I remember a turn of guard duty on the night of 14th November,
when the lurid red glow in the sky, coming from the direction
of Coventry, made a lasting impression. The night raids continued
throughout the winter and spring of 1941, but moderated after
May of that year, probably due to the enemy build-up in the
East, preparatory to the Soviet invasion. Following this event,
a general easing of tension seemed to have occurred in the
country at large - the fear of airborne landings was lessened,
the Blitz on the cities had abated, and we no longer stood
alone in resisting the enemy.

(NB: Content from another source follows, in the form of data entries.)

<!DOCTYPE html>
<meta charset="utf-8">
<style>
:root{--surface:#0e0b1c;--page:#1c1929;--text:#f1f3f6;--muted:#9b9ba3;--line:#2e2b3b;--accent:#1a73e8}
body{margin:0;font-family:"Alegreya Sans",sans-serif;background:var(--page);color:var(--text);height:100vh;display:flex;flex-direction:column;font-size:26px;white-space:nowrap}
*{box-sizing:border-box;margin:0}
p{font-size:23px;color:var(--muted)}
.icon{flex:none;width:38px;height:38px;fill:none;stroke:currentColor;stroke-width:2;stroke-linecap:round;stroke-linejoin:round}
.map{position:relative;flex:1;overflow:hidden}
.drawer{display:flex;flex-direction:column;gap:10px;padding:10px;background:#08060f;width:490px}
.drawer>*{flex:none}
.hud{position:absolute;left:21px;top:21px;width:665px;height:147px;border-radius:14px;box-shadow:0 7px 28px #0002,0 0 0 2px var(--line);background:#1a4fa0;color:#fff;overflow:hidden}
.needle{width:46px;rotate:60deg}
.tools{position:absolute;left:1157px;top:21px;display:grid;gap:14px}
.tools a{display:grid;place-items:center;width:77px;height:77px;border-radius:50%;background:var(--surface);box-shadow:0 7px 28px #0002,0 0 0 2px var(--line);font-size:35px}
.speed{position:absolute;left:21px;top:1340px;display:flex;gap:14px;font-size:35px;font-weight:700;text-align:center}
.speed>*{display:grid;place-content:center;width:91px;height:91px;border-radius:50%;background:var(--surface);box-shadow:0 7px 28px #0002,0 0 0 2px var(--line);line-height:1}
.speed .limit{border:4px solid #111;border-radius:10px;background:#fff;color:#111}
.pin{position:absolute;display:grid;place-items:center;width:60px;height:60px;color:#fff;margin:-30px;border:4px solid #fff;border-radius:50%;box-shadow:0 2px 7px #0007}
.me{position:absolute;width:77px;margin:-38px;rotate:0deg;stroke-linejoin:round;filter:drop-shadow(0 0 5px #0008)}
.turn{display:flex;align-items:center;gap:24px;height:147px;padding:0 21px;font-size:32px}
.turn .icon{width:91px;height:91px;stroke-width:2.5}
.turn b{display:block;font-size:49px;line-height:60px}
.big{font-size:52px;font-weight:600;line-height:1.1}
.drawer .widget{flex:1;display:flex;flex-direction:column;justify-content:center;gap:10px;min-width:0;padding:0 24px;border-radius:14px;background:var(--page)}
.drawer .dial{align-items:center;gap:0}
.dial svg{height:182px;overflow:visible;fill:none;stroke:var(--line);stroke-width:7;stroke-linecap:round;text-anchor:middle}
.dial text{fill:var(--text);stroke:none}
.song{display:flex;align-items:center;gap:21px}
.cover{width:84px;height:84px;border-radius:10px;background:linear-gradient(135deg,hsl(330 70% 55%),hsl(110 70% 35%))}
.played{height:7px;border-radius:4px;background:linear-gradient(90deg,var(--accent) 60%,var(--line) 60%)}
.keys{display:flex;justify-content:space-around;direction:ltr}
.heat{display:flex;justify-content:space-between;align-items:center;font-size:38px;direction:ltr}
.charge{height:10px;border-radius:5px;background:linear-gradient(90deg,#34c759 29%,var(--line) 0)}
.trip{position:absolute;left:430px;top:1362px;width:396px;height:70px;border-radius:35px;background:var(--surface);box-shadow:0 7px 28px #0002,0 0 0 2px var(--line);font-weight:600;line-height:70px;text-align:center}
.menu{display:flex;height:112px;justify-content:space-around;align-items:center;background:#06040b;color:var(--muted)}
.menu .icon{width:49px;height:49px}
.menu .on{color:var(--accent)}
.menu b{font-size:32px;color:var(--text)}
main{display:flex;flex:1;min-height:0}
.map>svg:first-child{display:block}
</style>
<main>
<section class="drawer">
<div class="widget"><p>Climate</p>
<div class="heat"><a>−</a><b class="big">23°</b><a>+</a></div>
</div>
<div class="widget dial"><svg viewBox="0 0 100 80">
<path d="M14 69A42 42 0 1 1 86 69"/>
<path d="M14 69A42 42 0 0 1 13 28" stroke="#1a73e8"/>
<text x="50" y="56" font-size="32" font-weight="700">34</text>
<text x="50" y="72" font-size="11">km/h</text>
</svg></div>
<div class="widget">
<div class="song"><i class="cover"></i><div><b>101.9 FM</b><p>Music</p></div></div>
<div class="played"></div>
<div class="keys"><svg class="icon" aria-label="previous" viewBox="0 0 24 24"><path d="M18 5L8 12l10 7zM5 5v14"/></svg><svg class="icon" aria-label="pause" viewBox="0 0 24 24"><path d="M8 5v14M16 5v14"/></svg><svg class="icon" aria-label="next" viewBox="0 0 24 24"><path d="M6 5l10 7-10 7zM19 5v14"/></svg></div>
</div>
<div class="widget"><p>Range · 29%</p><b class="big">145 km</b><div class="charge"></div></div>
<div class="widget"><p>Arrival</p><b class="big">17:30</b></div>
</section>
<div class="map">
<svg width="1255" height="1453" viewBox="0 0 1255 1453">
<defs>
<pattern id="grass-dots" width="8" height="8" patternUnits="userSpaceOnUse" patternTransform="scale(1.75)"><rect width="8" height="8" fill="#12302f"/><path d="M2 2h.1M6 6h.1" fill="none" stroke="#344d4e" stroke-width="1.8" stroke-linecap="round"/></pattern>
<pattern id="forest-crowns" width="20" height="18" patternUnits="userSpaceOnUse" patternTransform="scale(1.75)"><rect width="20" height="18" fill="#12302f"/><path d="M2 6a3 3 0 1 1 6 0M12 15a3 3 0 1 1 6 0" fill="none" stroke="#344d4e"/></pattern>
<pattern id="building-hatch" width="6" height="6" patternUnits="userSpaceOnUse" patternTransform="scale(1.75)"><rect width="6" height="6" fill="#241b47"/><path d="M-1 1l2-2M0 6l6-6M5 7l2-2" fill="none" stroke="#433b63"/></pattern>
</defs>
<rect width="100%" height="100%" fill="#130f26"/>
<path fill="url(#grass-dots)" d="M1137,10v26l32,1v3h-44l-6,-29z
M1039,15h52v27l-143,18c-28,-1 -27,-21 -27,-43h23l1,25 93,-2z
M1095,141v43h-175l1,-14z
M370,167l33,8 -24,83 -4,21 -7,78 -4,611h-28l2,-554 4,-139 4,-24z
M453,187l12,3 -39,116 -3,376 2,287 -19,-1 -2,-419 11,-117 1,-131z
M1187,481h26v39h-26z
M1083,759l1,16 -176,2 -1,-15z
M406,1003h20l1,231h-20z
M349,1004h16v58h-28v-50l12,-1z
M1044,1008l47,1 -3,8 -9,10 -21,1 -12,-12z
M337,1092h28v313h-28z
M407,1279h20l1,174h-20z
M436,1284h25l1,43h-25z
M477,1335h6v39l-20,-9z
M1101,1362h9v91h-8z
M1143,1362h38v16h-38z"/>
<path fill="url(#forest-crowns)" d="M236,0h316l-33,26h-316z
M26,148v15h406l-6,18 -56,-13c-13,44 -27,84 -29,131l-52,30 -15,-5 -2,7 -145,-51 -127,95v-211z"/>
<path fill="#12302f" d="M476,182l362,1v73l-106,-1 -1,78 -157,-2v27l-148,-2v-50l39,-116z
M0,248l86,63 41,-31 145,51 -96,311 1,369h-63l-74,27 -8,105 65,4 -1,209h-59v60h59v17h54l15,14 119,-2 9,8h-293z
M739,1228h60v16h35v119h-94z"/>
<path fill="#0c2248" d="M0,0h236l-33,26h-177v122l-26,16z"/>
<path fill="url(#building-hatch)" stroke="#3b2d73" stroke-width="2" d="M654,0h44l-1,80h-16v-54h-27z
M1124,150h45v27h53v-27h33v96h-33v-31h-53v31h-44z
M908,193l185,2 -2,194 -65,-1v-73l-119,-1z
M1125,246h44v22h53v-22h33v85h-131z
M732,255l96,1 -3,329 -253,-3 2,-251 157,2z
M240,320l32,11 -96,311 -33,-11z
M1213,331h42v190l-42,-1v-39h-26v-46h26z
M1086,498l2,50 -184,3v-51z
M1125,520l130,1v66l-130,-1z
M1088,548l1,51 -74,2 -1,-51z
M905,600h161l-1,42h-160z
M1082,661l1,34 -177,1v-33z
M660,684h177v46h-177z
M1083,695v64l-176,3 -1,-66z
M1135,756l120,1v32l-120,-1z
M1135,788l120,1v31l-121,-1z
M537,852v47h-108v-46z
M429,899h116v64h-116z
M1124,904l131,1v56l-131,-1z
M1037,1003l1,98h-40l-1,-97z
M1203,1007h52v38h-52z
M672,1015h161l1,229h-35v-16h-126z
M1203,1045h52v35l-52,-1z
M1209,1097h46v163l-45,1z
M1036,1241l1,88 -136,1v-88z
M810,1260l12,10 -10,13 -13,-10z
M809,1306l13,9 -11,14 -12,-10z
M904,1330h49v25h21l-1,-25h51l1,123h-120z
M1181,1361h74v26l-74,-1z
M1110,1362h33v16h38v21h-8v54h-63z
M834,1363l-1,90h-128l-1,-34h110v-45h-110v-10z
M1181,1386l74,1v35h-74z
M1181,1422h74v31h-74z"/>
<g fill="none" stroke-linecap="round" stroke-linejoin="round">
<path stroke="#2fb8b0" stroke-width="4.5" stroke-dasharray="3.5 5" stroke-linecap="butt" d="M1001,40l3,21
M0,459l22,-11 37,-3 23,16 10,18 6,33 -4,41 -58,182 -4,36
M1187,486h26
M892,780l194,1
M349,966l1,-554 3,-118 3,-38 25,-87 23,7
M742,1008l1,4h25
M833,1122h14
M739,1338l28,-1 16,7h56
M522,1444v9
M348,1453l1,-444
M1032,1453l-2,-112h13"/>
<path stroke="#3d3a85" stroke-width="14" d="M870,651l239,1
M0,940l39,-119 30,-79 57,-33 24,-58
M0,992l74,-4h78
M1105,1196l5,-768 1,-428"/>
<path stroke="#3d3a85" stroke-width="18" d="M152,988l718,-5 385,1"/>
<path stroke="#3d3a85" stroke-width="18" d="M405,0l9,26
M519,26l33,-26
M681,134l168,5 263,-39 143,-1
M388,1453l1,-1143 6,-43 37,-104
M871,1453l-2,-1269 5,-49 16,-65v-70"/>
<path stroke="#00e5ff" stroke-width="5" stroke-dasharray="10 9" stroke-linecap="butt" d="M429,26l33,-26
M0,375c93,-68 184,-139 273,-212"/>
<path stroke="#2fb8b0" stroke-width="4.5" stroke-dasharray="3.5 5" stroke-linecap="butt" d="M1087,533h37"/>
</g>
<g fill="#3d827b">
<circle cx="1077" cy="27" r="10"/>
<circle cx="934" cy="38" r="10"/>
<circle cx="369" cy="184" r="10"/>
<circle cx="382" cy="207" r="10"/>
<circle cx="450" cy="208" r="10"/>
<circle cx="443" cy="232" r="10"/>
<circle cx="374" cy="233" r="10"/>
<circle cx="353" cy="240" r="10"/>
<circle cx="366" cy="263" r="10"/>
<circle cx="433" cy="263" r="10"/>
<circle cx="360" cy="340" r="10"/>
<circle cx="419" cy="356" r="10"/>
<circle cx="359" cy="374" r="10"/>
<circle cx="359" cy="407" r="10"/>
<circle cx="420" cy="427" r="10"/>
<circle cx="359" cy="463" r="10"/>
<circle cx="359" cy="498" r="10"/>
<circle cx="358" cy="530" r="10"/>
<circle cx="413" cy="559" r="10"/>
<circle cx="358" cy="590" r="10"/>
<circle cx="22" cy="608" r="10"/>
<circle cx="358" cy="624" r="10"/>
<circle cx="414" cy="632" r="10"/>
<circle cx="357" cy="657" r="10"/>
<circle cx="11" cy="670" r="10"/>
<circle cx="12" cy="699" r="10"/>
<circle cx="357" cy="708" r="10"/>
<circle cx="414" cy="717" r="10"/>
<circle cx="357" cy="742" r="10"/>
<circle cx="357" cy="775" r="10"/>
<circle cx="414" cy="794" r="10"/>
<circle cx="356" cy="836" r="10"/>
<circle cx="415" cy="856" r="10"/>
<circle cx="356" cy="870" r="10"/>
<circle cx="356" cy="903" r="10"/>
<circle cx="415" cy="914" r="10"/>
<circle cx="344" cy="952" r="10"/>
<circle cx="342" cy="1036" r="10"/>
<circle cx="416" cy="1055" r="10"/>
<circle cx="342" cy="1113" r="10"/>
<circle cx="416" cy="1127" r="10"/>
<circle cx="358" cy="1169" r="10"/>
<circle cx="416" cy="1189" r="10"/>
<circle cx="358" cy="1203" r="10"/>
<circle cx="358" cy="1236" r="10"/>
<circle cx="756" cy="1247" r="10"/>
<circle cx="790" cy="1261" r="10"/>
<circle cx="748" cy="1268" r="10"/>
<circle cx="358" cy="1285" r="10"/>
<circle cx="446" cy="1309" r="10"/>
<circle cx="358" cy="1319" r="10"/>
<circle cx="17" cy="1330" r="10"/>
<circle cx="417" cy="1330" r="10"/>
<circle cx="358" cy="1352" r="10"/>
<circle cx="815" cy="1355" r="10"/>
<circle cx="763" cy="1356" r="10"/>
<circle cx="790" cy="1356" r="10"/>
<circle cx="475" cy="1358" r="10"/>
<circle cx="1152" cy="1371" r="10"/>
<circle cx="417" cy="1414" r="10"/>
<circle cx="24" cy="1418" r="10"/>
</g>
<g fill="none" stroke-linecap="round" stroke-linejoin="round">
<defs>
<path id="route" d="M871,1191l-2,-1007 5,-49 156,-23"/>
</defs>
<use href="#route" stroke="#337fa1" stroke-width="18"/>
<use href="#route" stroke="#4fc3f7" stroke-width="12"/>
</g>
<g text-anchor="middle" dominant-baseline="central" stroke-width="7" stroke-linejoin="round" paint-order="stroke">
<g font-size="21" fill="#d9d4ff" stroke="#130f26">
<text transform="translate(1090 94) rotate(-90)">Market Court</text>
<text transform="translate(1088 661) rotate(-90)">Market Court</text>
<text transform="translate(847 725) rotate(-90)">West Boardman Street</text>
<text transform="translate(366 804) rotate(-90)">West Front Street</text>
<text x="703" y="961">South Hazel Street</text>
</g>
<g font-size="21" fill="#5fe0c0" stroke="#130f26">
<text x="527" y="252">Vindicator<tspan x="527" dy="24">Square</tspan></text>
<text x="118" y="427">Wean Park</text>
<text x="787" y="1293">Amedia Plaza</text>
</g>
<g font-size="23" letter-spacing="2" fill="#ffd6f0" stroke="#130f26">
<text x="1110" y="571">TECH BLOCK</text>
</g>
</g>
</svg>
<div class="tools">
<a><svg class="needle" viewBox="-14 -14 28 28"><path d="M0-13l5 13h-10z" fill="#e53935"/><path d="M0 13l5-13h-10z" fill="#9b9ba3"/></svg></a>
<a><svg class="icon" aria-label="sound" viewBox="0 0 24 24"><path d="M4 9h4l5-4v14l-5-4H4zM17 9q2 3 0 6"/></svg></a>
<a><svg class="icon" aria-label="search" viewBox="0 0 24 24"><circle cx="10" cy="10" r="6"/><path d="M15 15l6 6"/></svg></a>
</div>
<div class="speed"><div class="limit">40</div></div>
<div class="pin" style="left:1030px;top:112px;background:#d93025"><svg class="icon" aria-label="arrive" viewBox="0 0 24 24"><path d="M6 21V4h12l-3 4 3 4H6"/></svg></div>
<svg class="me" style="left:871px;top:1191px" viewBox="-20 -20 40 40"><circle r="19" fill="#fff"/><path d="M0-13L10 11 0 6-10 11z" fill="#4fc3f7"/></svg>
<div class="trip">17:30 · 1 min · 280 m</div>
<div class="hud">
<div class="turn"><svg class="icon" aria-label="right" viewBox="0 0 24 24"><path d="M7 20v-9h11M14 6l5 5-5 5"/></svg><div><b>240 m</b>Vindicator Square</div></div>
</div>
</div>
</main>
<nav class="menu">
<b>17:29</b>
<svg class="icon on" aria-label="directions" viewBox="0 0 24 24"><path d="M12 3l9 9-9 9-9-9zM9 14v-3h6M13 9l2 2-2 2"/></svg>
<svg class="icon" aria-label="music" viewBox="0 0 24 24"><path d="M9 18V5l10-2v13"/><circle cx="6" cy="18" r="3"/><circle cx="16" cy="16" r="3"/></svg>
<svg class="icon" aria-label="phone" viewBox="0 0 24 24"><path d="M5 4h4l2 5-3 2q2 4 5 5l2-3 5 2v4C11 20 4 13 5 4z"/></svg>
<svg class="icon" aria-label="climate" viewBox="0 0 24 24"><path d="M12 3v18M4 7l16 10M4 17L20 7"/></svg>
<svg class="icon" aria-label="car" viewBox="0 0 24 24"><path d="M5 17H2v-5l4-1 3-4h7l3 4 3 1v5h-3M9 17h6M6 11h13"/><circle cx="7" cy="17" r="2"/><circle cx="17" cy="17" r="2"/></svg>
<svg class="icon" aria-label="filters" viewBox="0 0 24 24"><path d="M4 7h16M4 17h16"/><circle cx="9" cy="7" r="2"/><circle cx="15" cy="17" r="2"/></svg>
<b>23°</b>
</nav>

There was no relaxation in the
Home Guard, however, and the intensive training and guard
duties continued as before.
Around this time, the unit acquired
the use of a large residence, which was standing unoccupied.
Known as "The Greylands", this was situated on a
corner site between Manor Road and Middleton Road, Streetly,
and was taken over to provide a suitable Company Headquarters.
The evening training sessions on weaponry, map reading, and
other skills were henceforth held here. A three-quarter sized
snooker table was obtained, and set up for recreational use.
In another room a well-stocked bar appeared, available for
the use of members, and some of us - myself included - took
on the additional rota task of bar-steward which office entailed
the acquisition of useful new talents, such as how to tap
and change a barrel.
Despite the leisure-time attractions
now on offer, the serious business continued as before. Over
the months - and now years - the platoon had evolved from
a motley band of enthusiastic, but unskilled, volunteers into
a highly trained, effective infantry unit. Numerical strength
had been maintained, sufficient new recruits having joined
to offset losses from the resignation of a few less able-bodied
elderly men, and from the ongoing effect of the call-up for
regular military service.
My own turn came in June 1942;
in the following October, whilst on leave, I paid a visit
to the old platoon, and gave a short talk on the complexities
of providing artillery support in the field, with the help
of my new-found knowledge in that area. That was the last
occasion on which I was to meet them as a serving unit: the
following year, most of the personnel were absorbed into an
anti-aircraft battery. They seldom, if ever, experienced any
action, and the entire Home Guard was placed on "stand
down" towards the end of 1944.
A commemorative little book,
entitled "Home Guarding" comprises a collection
of contributions by various members of the 32nd (Aldridge)
Battalion of the South Staffordshire Home Guard. Much of the
detail appearing in this portion of my own notes originates
from a copy of this work, which I still possess, and to which
I now express my acknowledgement. This is especially the case
in respect of the chapter "A Home Guard Platoon",
written by my late father, Captain Harry M. Myers.
Graham C. Myers
© Graham C. Myers 2001
note: Mrs. Scribbans's Rolls-Royces, according to informed
Little Aston recollection, were not ADA 1 and 2 but ADA 888
and ADA 999 and were silver rather than the almost universal
black. Thanks to R.D. for this information. "DA" then denoted a car first registered in Wolverhampton).